East Clayton Sustainable Community: Lessons Learned On-the-Ground in Surrey, British Columbia
The Surrey Forum
The City of Surrey hosted the Metro Vancouver Water Balance Model Forum on March 12, 2009. The co-sponsors for this learning event were the the Water Balance Model Inter-Governmental Partnership and the Green Infrastructure Partnership. The following challenge statement provided context for advancing a 'regional team approach':
How do we simultaneously work together as staff within a municipality and as a region AND externally with developers and other private sector players, to ensure we implement sustainable approaches to development?

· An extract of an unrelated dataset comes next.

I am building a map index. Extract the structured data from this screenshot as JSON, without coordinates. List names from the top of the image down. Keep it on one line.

The morning part of the program dealt with the nuts-and-bolts of Surrey green infrastructure projects. The program was designed to encourage a lively exchange of perspectives by designers, developers and regulators.

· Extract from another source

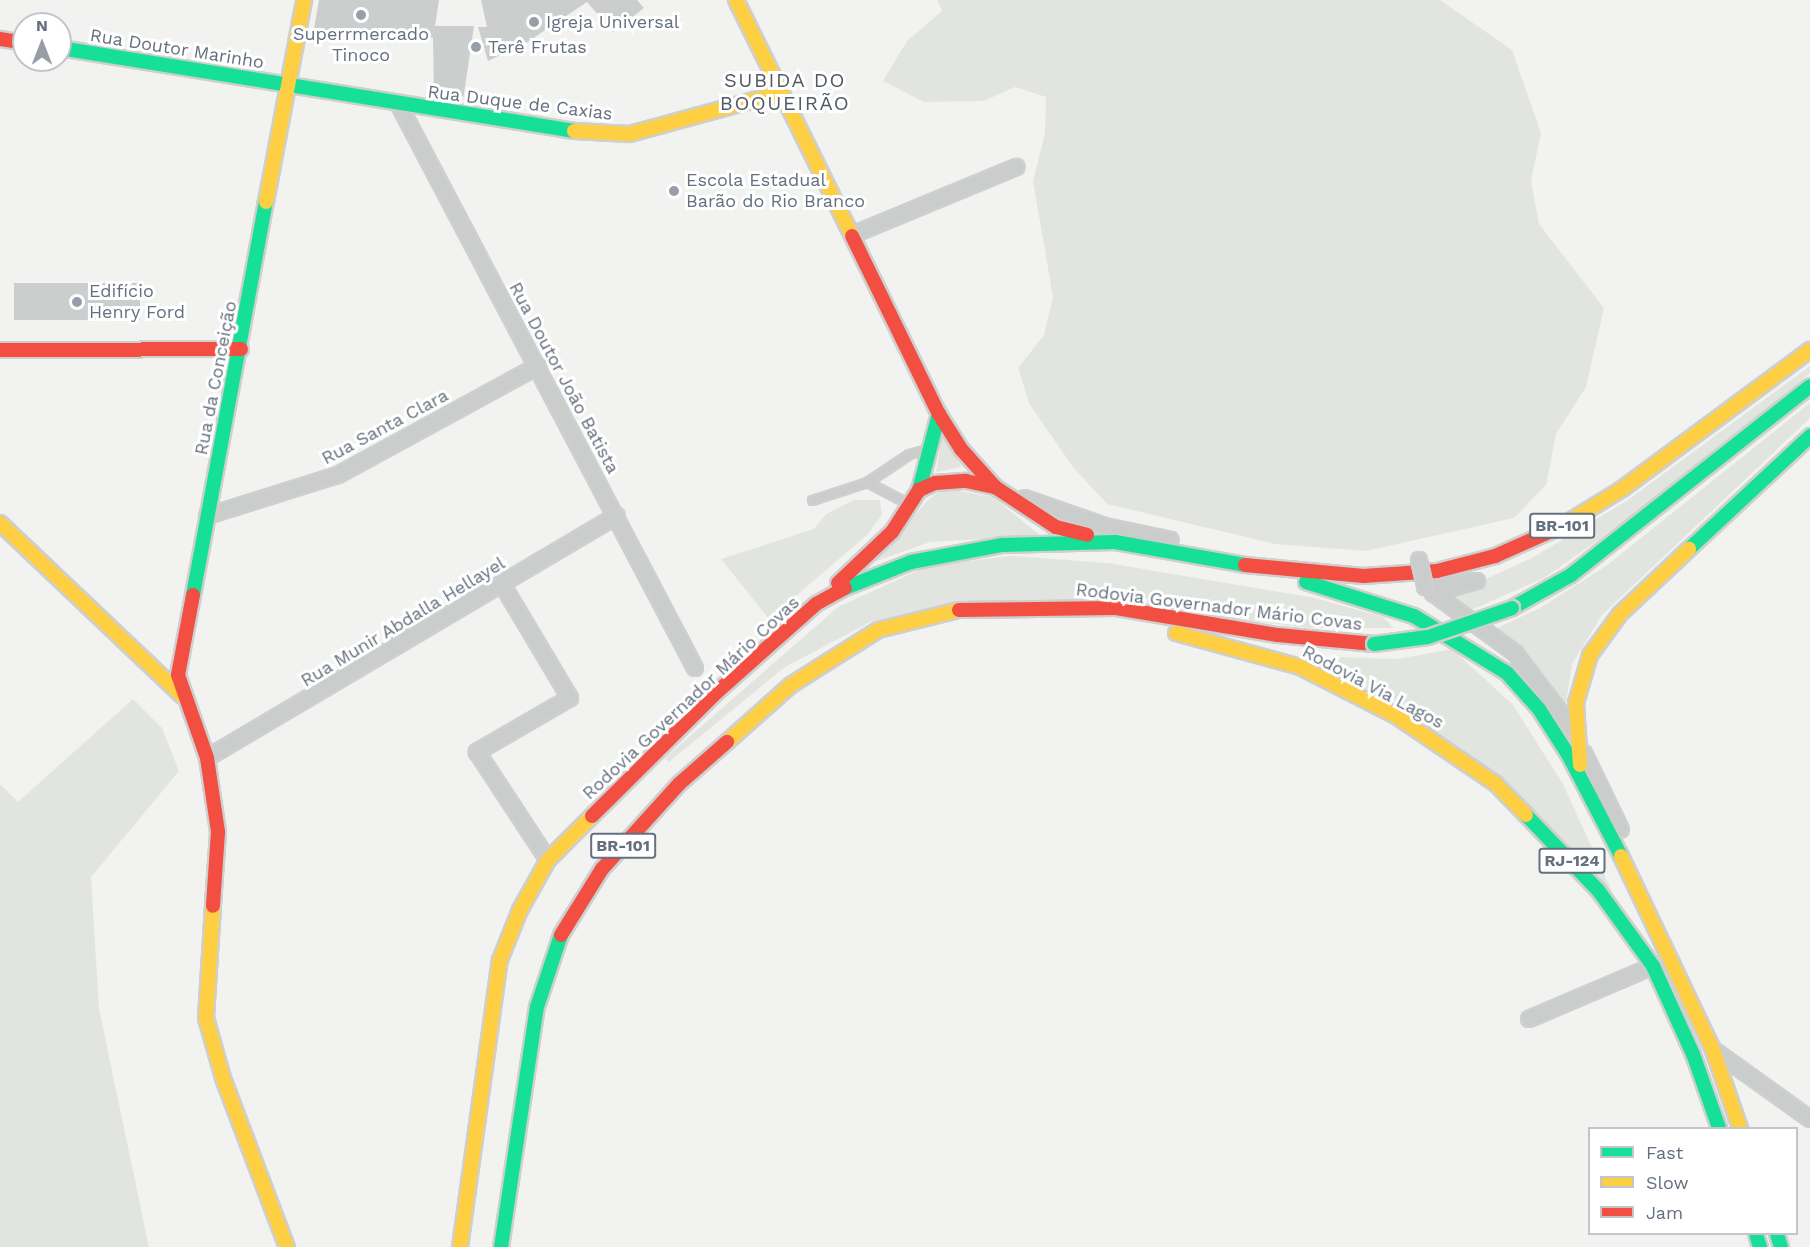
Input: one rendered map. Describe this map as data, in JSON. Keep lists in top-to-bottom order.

Lessons Learned in East Clayton
The 250-hectare neighbourhood of East Clayton in Surrey was designated as ‘urban’ in 1996, setting the stage for an unprecedented new neighbourhood plan to increase residential density, promote social cohesion and maximize affordability and walkability.
“A decade ago, the driver for innovation was the need to protect the downstream agricultural lowlands from flooding that would otherwise have resulted from the increase in annual rainwater runoff as the formerly rural East Clayton was converted to intensively urbanized residential development,” stated Remi Dubé , Drainage Planning Manager with the City of Surrey.

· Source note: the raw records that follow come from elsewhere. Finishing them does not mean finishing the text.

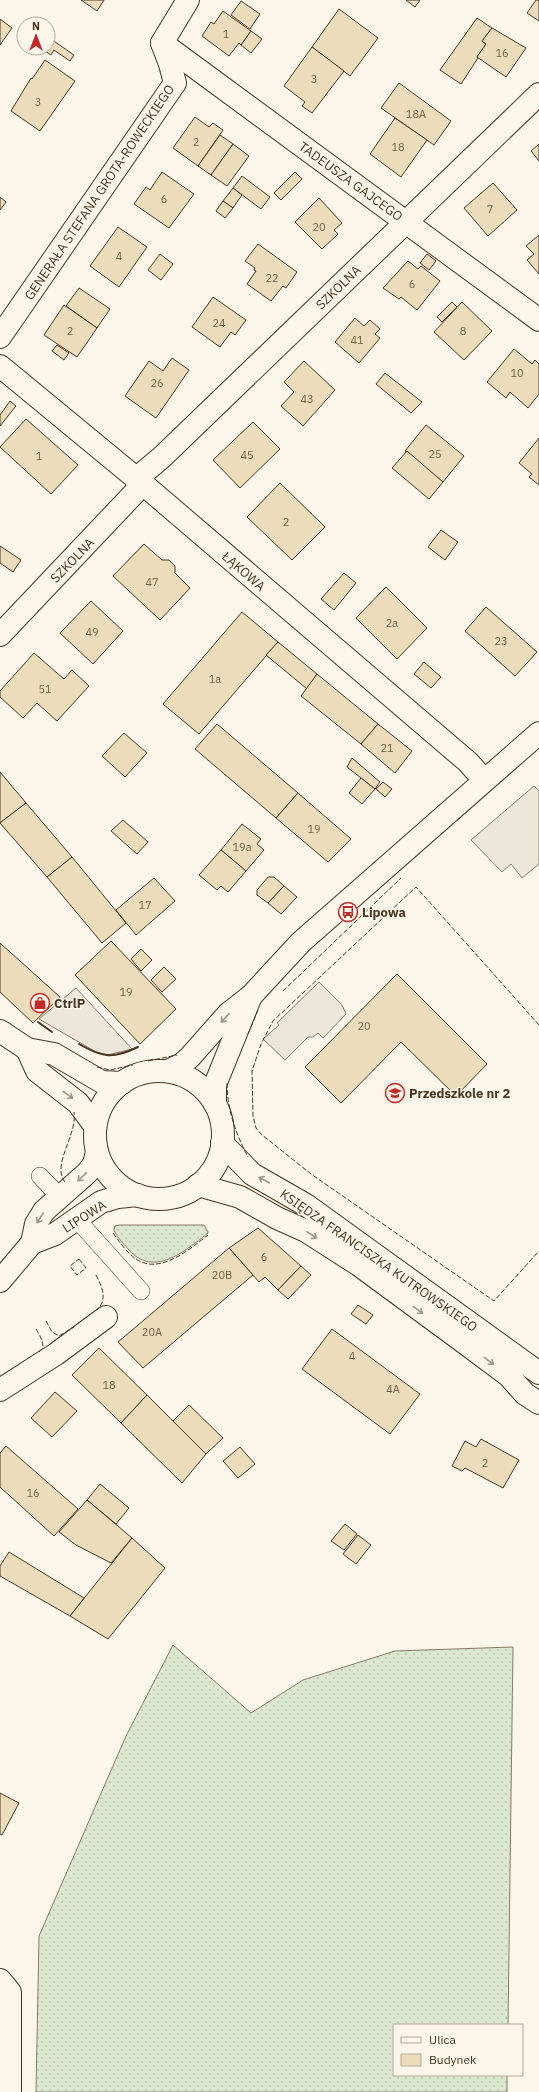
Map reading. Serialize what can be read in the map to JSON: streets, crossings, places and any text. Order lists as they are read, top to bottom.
{
  "streets": {
    "street": [
      "TADEUSZA GAJCEGO",
      "GENERAŁA STEFANA GROTA-ROWECKIEGO",
      "SZKOLNA",
      "ŁĄKOWA",
      "LIPOWA",
      "KSIĘDZA FRANCISZKA KUTROWSKIEGO"
    ]
  },
  "crossings": [
    ["TADEUSZA GAJCEGO", "GENERAŁA STEFANA GROTA-ROWECKIEGO"],
    ["TADEUSZA GAJCEGO", "SZKOLNA"],
    ["SZKOLNA", "ŁĄKOWA"],
    ["LIPOWA", "KSIĘDZA FRANCISZKA KUTROWSKIEGO"]
  ],
  "one_way": ["LIPOWA"],
  "places": {
    "bus stop": ["Lipowa"],
    "shop": ["CtrlP"],
    "school or university": ["Przedszkole nr 2"]
  },
  "house_numbers": [
    "1",
    "16",
    "3",
    "3",
    "18A",
    "2",
    "18",
    "6",
    "7",
    "20",
    "4",
    "22",
    "6",
    "24",
    "2",
    "8",
    "41",
    "10",
    "26",
    "43",
    "25",
    "45",
    "1",
    "2",
    "47",
    "2a",
    "49",
    "23",
    "1a",
    "51",
    "21",
    "19",
    "19a",
    "17",
    "19",
    "20",
    "6",
    "20B",
    "20A",
    "4",
    "18",
    "4A",
    "2",
    "16"
  ],
  "legend": ["Ulica", "Budynek"],
  "north": "top"
}
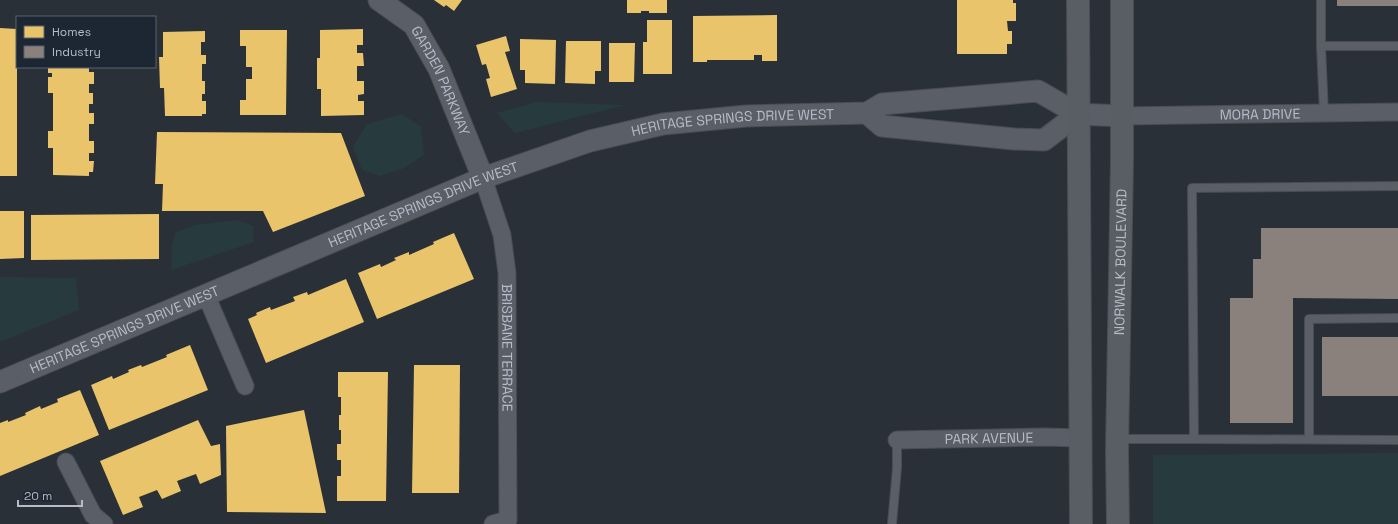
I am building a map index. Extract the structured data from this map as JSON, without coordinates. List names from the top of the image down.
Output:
{
  "streets": {
    "main road": ["NORWALK BOULEVARD"],
    "street": [
      "GARDEN PARKWAY",
      "MORA DRIVE",
      "HERITAGE SPRINGS DRIVE WEST",
      "BRISBANE TERRACE",
      "PARK AVENUE"
    ]
  },
  "crossings": [
    ["GARDEN PARKWAY", "HERITAGE SPRINGS DRIVE WEST"],
    ["GARDEN PARKWAY", "BRISBANE TERRACE"],
    ["MORA DRIVE", "HERITAGE SPRINGS DRIVE WEST"],
    ["MORA DRIVE", "NORWALK BOULEVARD"],
    ["HERITAGE SPRINGS DRIVE WEST", "NORWALK BOULEVARD"],
    ["HERITAGE SPRINGS DRIVE WEST", "BRISBANE TERRACE"]
  ],
  "legend": ["Homes", "Industry"],
  "scale_bar": "20 m"
}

The East Clayton story was presented in two parts. First David Hislop provided the sustainability context. Then Jim Dumont reviewed the implementation experience for private and public rainfall capture systems, and reflected on lessons learned. To view their respective presentation slides, first click on The Story of East Clayton and then click on Lessons Learned at East Clayton.
To hear what David had to say and be entertained, first click on Part 1 – Why a Sustainable Community in East Clayton & What are the Sustainability Principles?; and then click on Part 2 – Lessons We Have Learned. To hear what Jim had to say on the performance aspects of 'sustainable drainage', click on this link to What the Models Show & Overcoming Implementation Challenges.
The Neighbourhood Plan
Different housing zones were created, each with guidelines on lot configurations, including widths and setbacks, allowing developers to choose the housing mix. A ‘special residential’ category was included that allows small-scale businesses to be combined with residential units. Sixty per cent of the lots were to have rear lane access for cars, which allows property owners to build secondary units at the rear.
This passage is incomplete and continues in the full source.